ZMPと首都大学東京,カー・ロボティクス向けの研究・開発プラットフォームを発表
ゼットエムピー(ZMP)は2008年12月17日,ロボット技術を自動車に応用するカー・ロボティクス分野の研究・開発を容易に行うためのプラットフォーム「ZMP カーロボティクス プラットフォーム」を,首都大学東京 システムデザイン学部 教授の山口亨氏と共同で開発することを発表した(発表資料)。同プラットフォームは,1/10スケール・モデルのカー・ロボットと各種ソフトウエアで構成されている。2009年4月に出荷開始する予定。価格は,1台当たり50万円前後を見込む。

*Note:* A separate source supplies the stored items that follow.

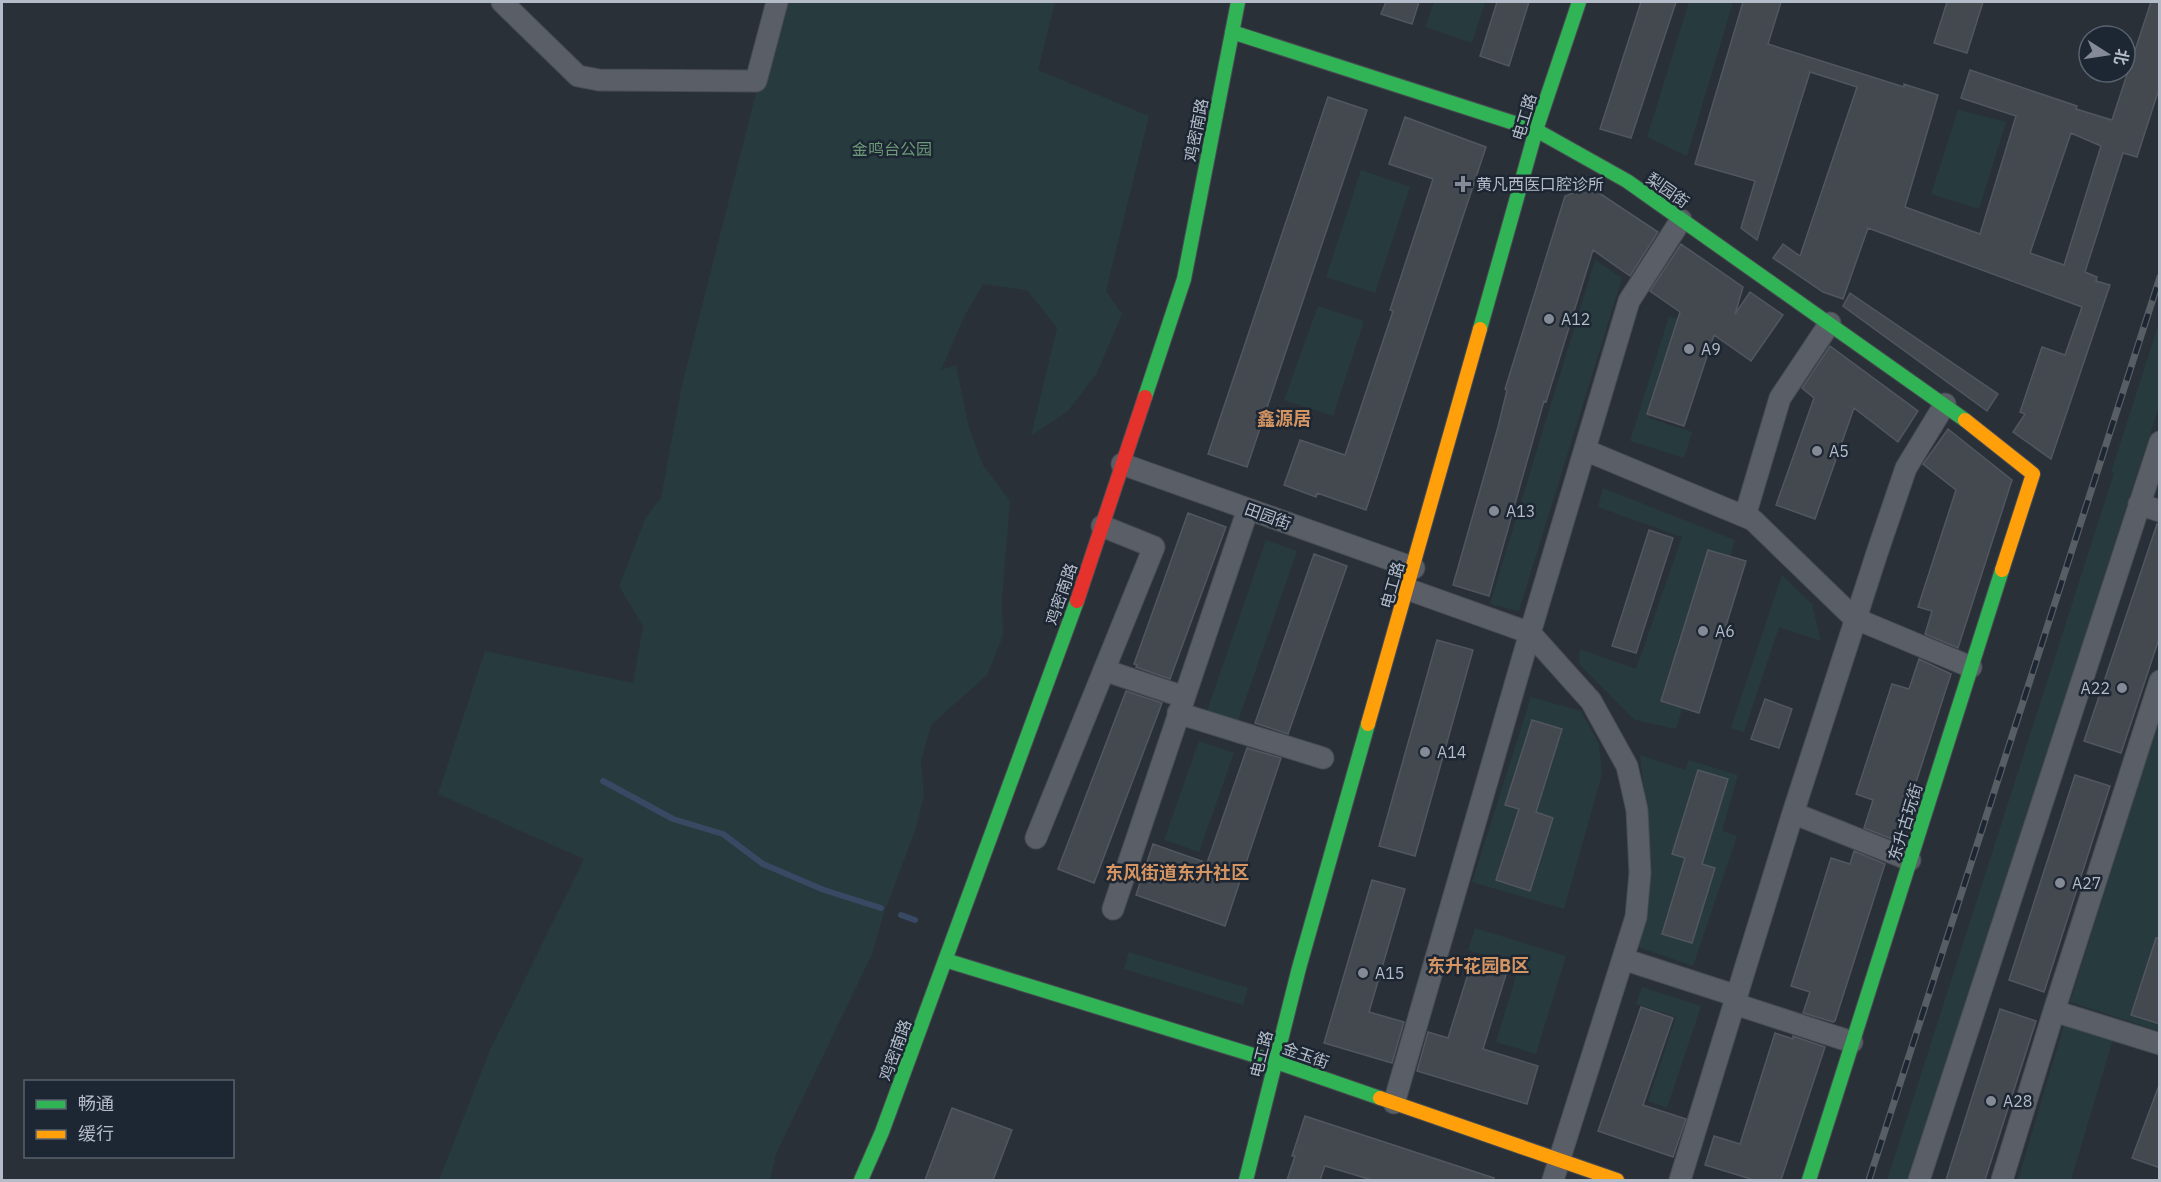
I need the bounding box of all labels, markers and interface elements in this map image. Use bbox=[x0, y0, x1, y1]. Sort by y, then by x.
north arrow bbox=[2077, 24, 2137, 84]
text: 北 bbox=[2110, 47, 2133, 67]
street label: 电工路 bbox=[1507, 91, 1541, 143]
street label: 鸡密南路 bbox=[1180, 97, 1212, 163]
park label: 金鸣台公园 bbox=[852, 139, 932, 159]
street label: 梨园街 bbox=[1643, 168, 1693, 212]
place label: 黄凡西医口腔诊所 bbox=[1476, 174, 1604, 194]
marker: 黄凡西医口腔诊所 bbox=[1454, 175, 1472, 193]
place label: A12 bbox=[1561, 309, 1590, 329]
marker: A12 bbox=[1542, 312, 1556, 326]
place label: A9 bbox=[1701, 339, 1721, 359]
marker: A9 bbox=[1682, 342, 1696, 356]
district label: 鑫源居 bbox=[1257, 407, 1311, 430]
place label: A5 bbox=[1829, 441, 1849, 461]
marker: A5 bbox=[1810, 444, 1824, 458]
street label: 田园街 bbox=[1242, 498, 1294, 534]
place label: A13 bbox=[1506, 501, 1535, 521]
marker: A13 bbox=[1487, 504, 1501, 518]
street label: 电工路 bbox=[1376, 559, 1408, 611]
street label: 鸡密南路 bbox=[1041, 560, 1081, 628]
place label: A6 bbox=[1715, 621, 1735, 641]
marker: A6 bbox=[1696, 624, 1710, 638]
place label: A22 bbox=[2081, 678, 2110, 698]
marker: A22 bbox=[2115, 681, 2129, 695]
place label: A14 bbox=[1437, 742, 1466, 762]
marker: A14 bbox=[1418, 745, 1432, 759]
street label: 东升古玩街 bbox=[1884, 781, 1926, 863]
district label: 东风街道东升社区 bbox=[1105, 861, 1249, 884]
place label: A27 bbox=[2072, 873, 2101, 893]
marker: A27 bbox=[2053, 876, 2067, 890]
district label: 东升花园B区 bbox=[1427, 954, 1529, 977]
place label: A15 bbox=[1375, 963, 1404, 983]
marker: A15 bbox=[1356, 966, 1370, 980]
street label: 鸡密南路 bbox=[875, 1017, 915, 1083]
street label: 电工路 bbox=[1245, 1028, 1277, 1080]
street label: 金玉街 bbox=[1280, 1038, 1332, 1072]
legend bbox=[24, 1080, 234, 1158]
place label: A28 bbox=[2003, 1091, 2032, 1111]
text: 畅通 bbox=[78, 1092, 114, 1115]
marker: A28 bbox=[1984, 1094, 1998, 1108]
text: 缓行 bbox=[78, 1122, 114, 1145]

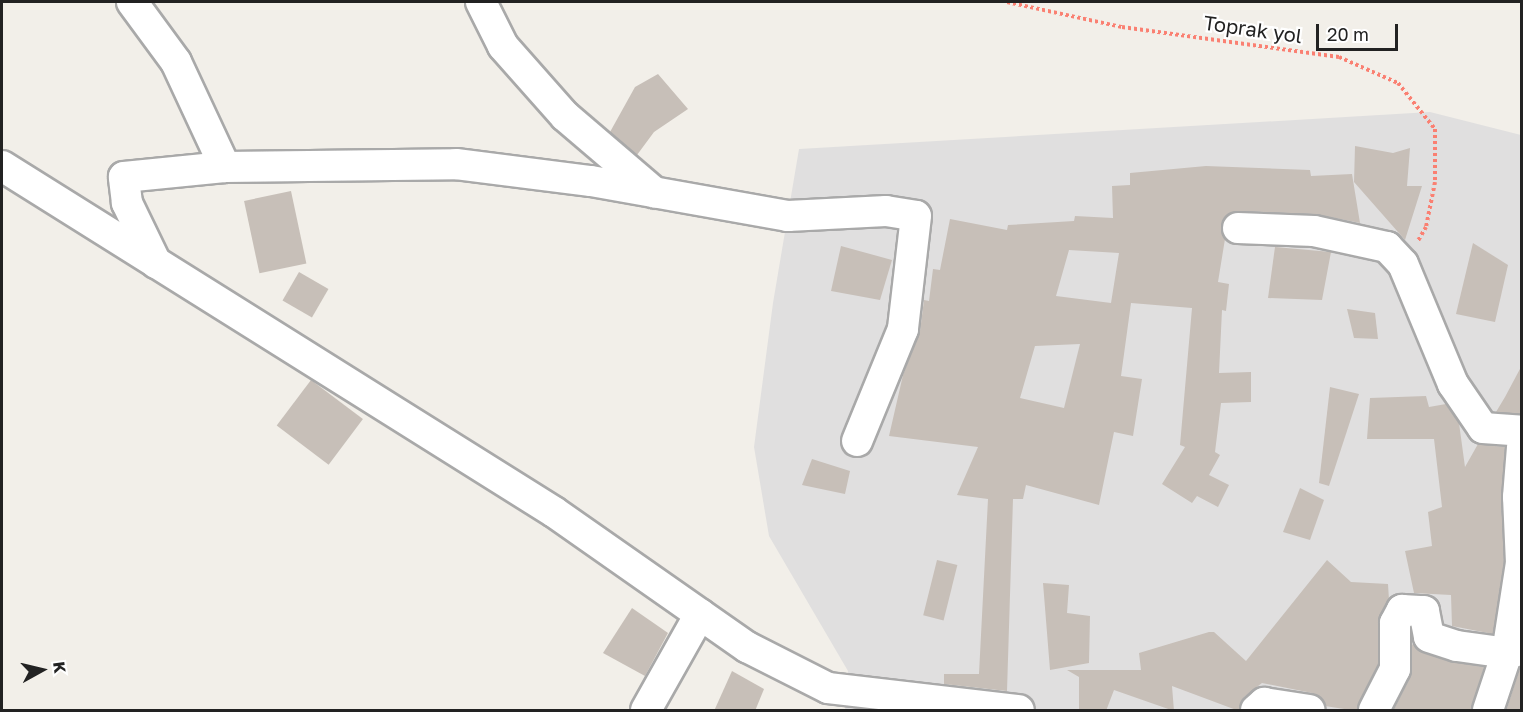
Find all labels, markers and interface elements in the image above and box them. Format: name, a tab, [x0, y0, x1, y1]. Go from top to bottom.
street label: Toprak yol	[1202, 10, 1304, 48]
scale bar	[1319, 12, 1402, 50]
text: 20 m	[1327, 23, 1369, 45]
north arrow	[12, 640, 72, 700]
text: K	[49, 660, 71, 675]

ZMPは,エンジニア育成のためのロボット教材「e-nuvoシリーズ」やエンタテインメント・ロボットの開発・販売などを手掛ける。今回は「ロボット教材事業で培ったさまざまなノウハウを,今後ますます需要が見込まれるカー・ロボティクス分野に活かしたい」(ZMP 代表取締役社長の谷口恒氏)とした。また,谷口氏は「カー・ロボティクスの研究では膨大な資金と,テスト走行を行うための広大な土地が必要だ。しかし,1/10スケール・モデルにすることで,低コストかつ省スペースで研究が行える」と新製品のメリットを語った。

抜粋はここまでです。